Air France started its business jet connection service for first-class passengers in July last year and now plans to expand it in several directions, according to the project manager. In addition to the Cessna Citation Mustangs operated by executive charter specialist Wijet, the company will offer larger business aircraft. The company is also considering offering service beyond Europe and extending it to business-class passengers.
The service is available for long-haul connections to and from Paris CDG Airport, Air France’s main hub. Ranking first in final destinations is Switzerland, with cities such as Geneva, Sion, Lugano and Zurich. Next is the French Riviera, from Marseille to Nice. The average duration of a connecting flight is 1.5 hours.
Standard pricing is €4,000 ($4,500) per flight hour. Positioning flights are free of charge. The price of a flight hour can be cut to €2,400 ($2,700) for a round trip over a two-day period. Up to four passengers may travel together in a Mustang, at no additional cost.
“Our partnership with Wijet has kept its promises,” Antoine Hottelart, manager for Air France’s business aviation project, told AIN.
Delivering on the agreement has not been without its challenges. The service promises passengers a connection time as short as 45 minutes, and successfully transferring luggage from a very light business jet to a long-haul airliner in that time was not a given. However, straightforward parking and easy-to-obtain departure and arrival slots for Wijet aircraft have facilitated the process, Hottelart said. He also emphasized Wijet’s flexibility when special requirements arise. At Paris CDG, the Air France employees charged with running the service are the 150 people working at the Salon La Première (first-class lounge).
Hottelart claims every passenger has been satisfied with the connecting flight–even the one whose plans were disrupted by weather, since Air France compensated him. “Fifty percent of the passengers on this new service are choosing Air France instead of the competition because we are offering a business jet connection at CDG,” Hottelart asserted. Approximately half of La Première passengers have already used business aviation; among those using the Air France-Wijet connections, this proportion is close to 80 percent.

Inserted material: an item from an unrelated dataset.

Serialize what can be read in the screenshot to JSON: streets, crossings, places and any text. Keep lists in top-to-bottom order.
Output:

The partnership goes far in intertwining scheduled and business aviation. If the connection schedule allows the passenger to spend some time in Paris, he or she may choose Le Bourget Airport, Wijet’s base.

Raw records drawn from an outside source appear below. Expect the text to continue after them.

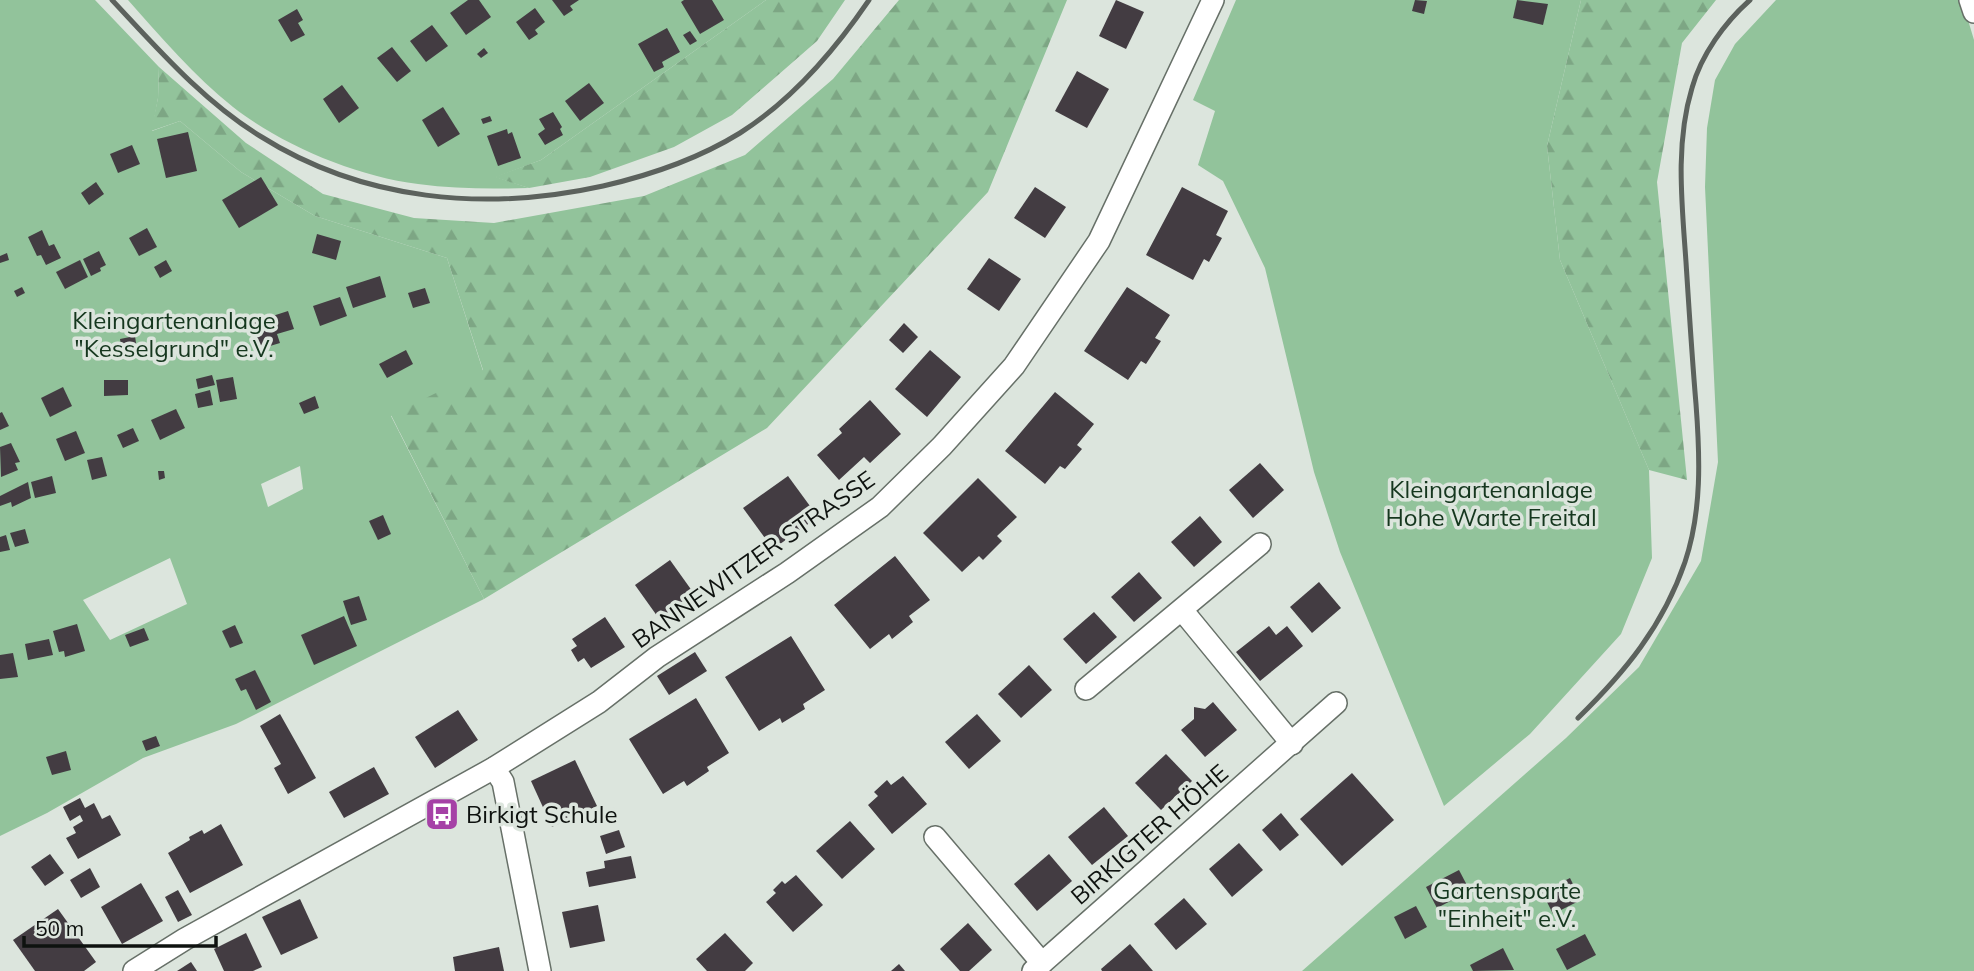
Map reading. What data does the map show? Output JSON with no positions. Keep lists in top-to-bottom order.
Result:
{
  "streets": {
    "street": ["BANNEWITZER STRASSE", "BIRKIGTER HÖHE"]
  },
  "parks": ["Kleingartenanlage \"Kesselgrund\" e.V.", "Kleingartenanlage Hohe Warte Freital", "Gartensparte \"Einheit\" e.V."],
  "places": {
    "bus stop": ["Birkigt Schule"]
  },
  "scale_bar": "50 m"
}
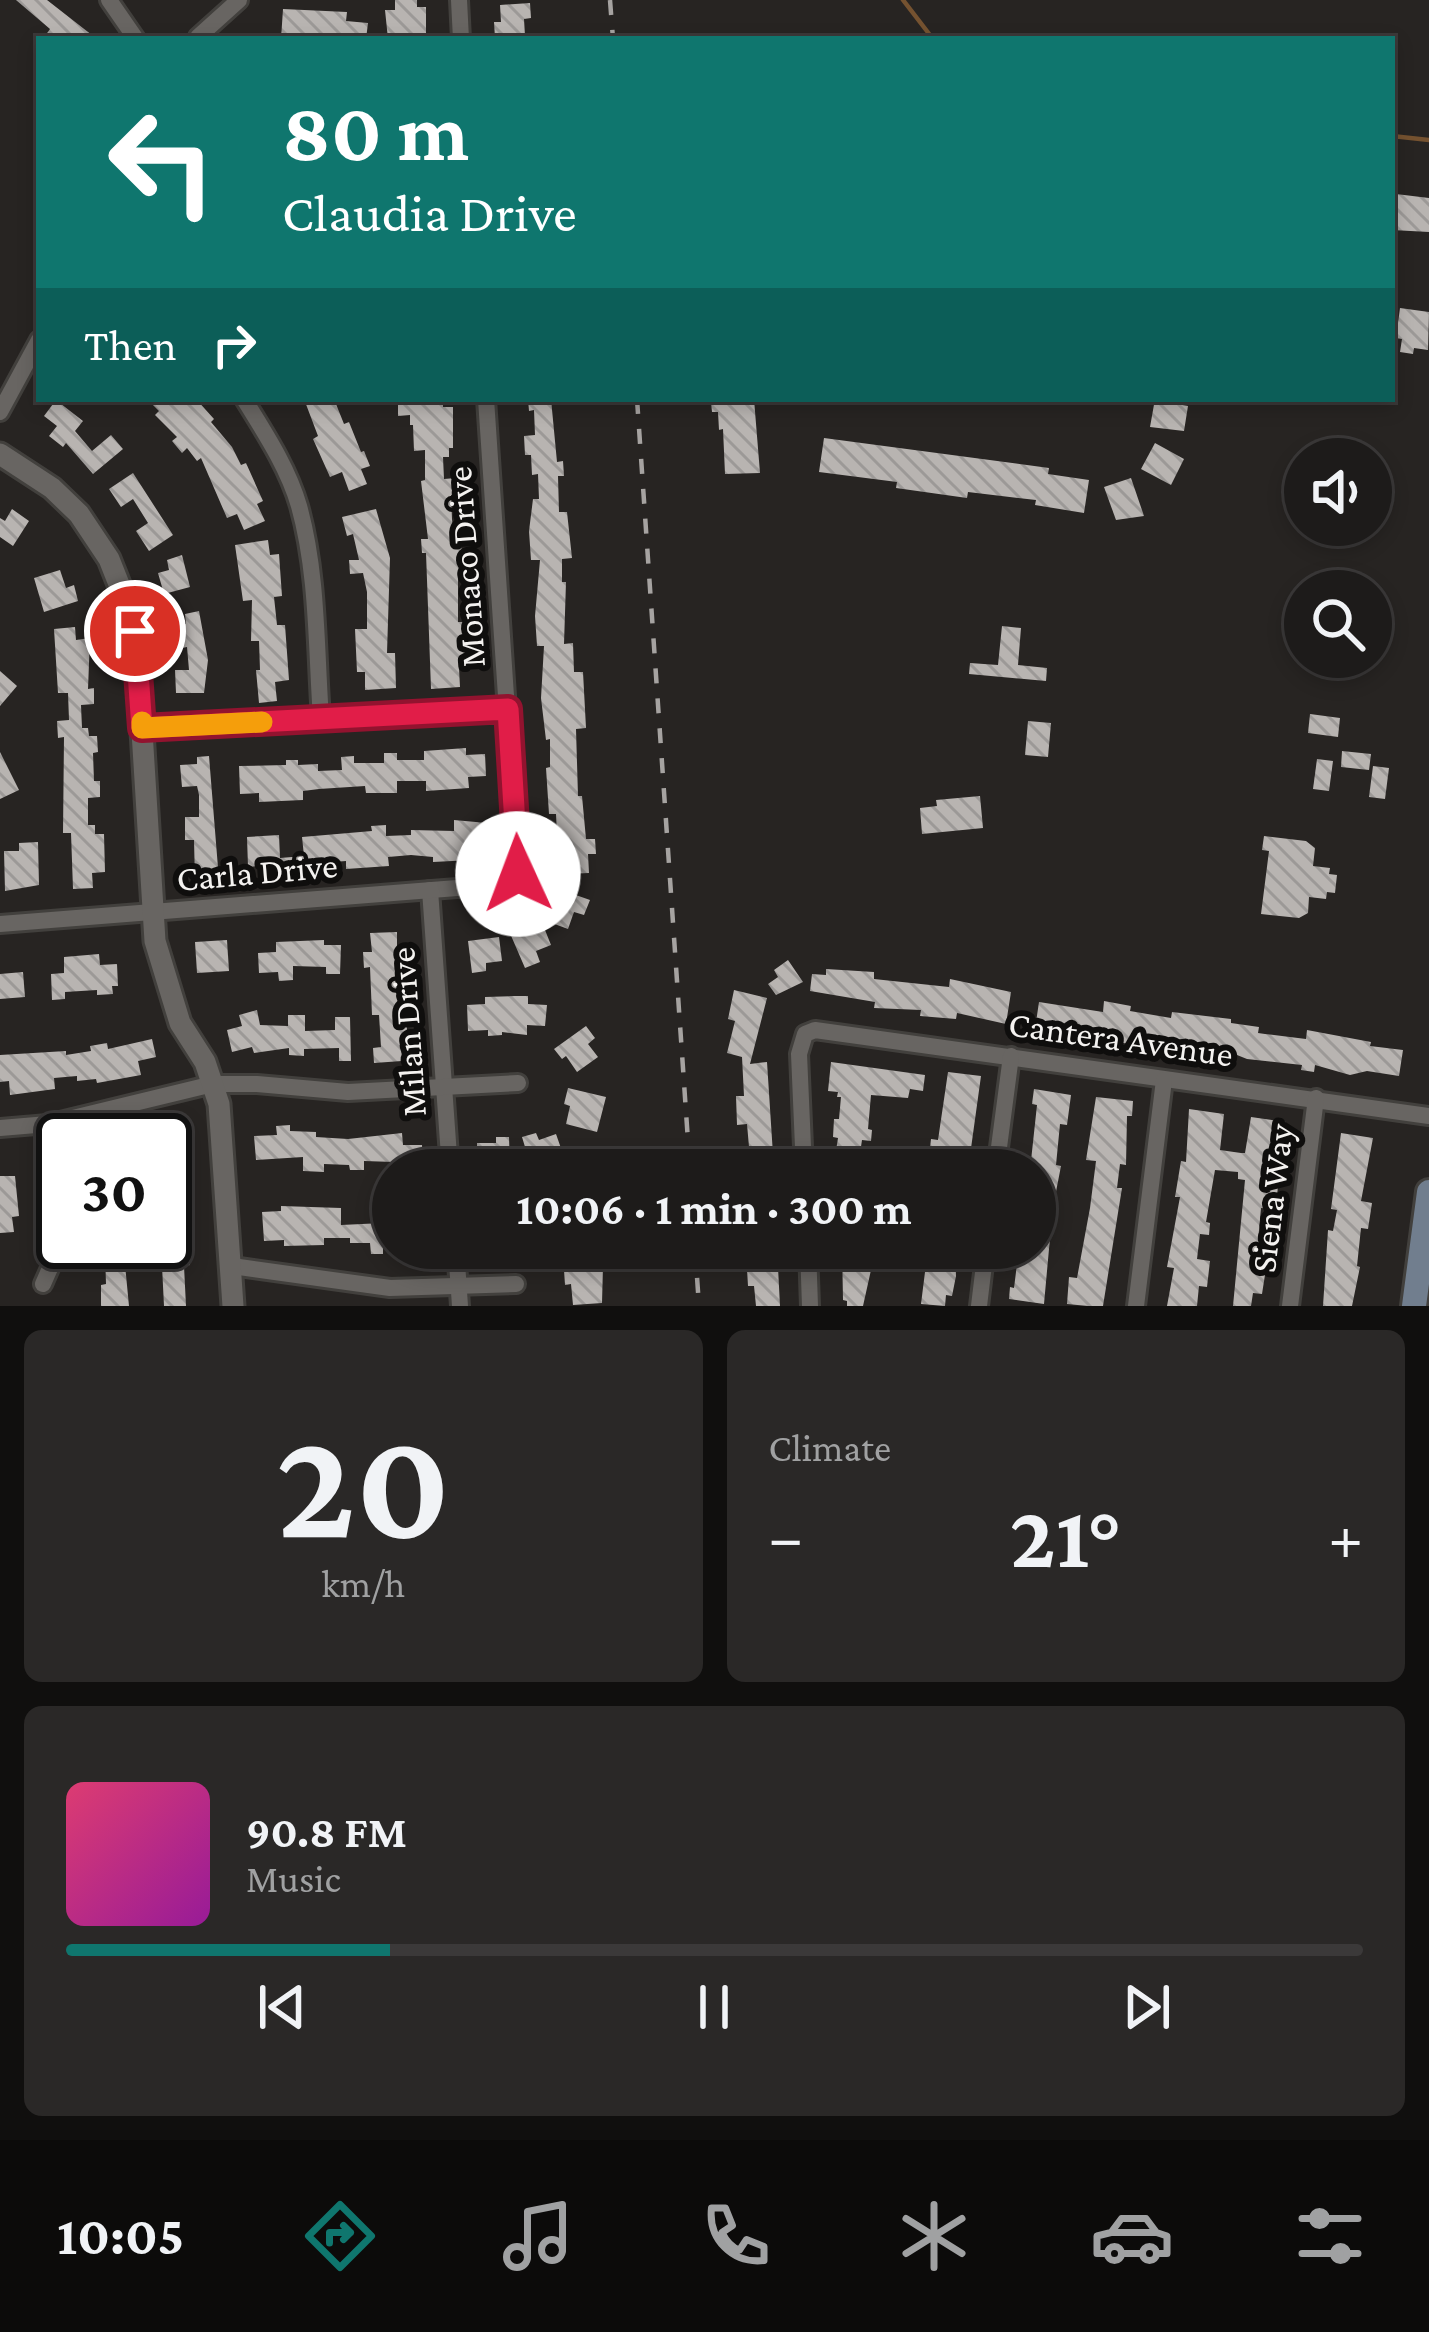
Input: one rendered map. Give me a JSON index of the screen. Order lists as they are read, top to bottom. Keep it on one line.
{"streets":{"street":["Monaco Drive","Carla Drive","Milan Drive","Cantera Avenue","Siena Way"]},"crossings":[["Monaco Drive","Carla Drive"],["Carla Drive","Milan Drive"],["Cantera Avenue","Siena Way"]],"page":{"turn":["80 m","Claudia Drive"],"then":"Then","limit":"30","trip":"10:06 · 1 min · 300 m","tile":[["20","km/h"],"Climate"],"heat":["−","21°","+"],"song":["90.8 FM","Music"],"tabs":"10:05"}}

Hottelart and his team regularly receive requests for larger-cabin jets, most often from North American and sometimes Chinese passengers, and thus far has found ways to accommodate these requests case-by-case. By September, a formal process will be in place for a swifter response. “We are selecting some operators of larger jets,” Hottelart said. Wijet, which operates only Mustangs, will subcharter the flights so that the passenger will see only Wijet’s brand.
In addition, Hottelart is considering offering the service to business-class passengers. The company already does this when no first class is available, such as on the Paris-Saint Martin route. Expanding into other regions is in the cards, too, and “preliminary discussions” are under way with potential local partners in the U.S. and China.
Air France connections have accounted for one or two flights per week so far, a Wijet executive told AIN. “Air France salespeople are not well trained to sell this product yet,” the executive said. Wijet would like to be operating one flight per day for Air France passengers by the end of the year, and Air France in turn has mounted a new sales effort directed at passengers flying from outside Europe.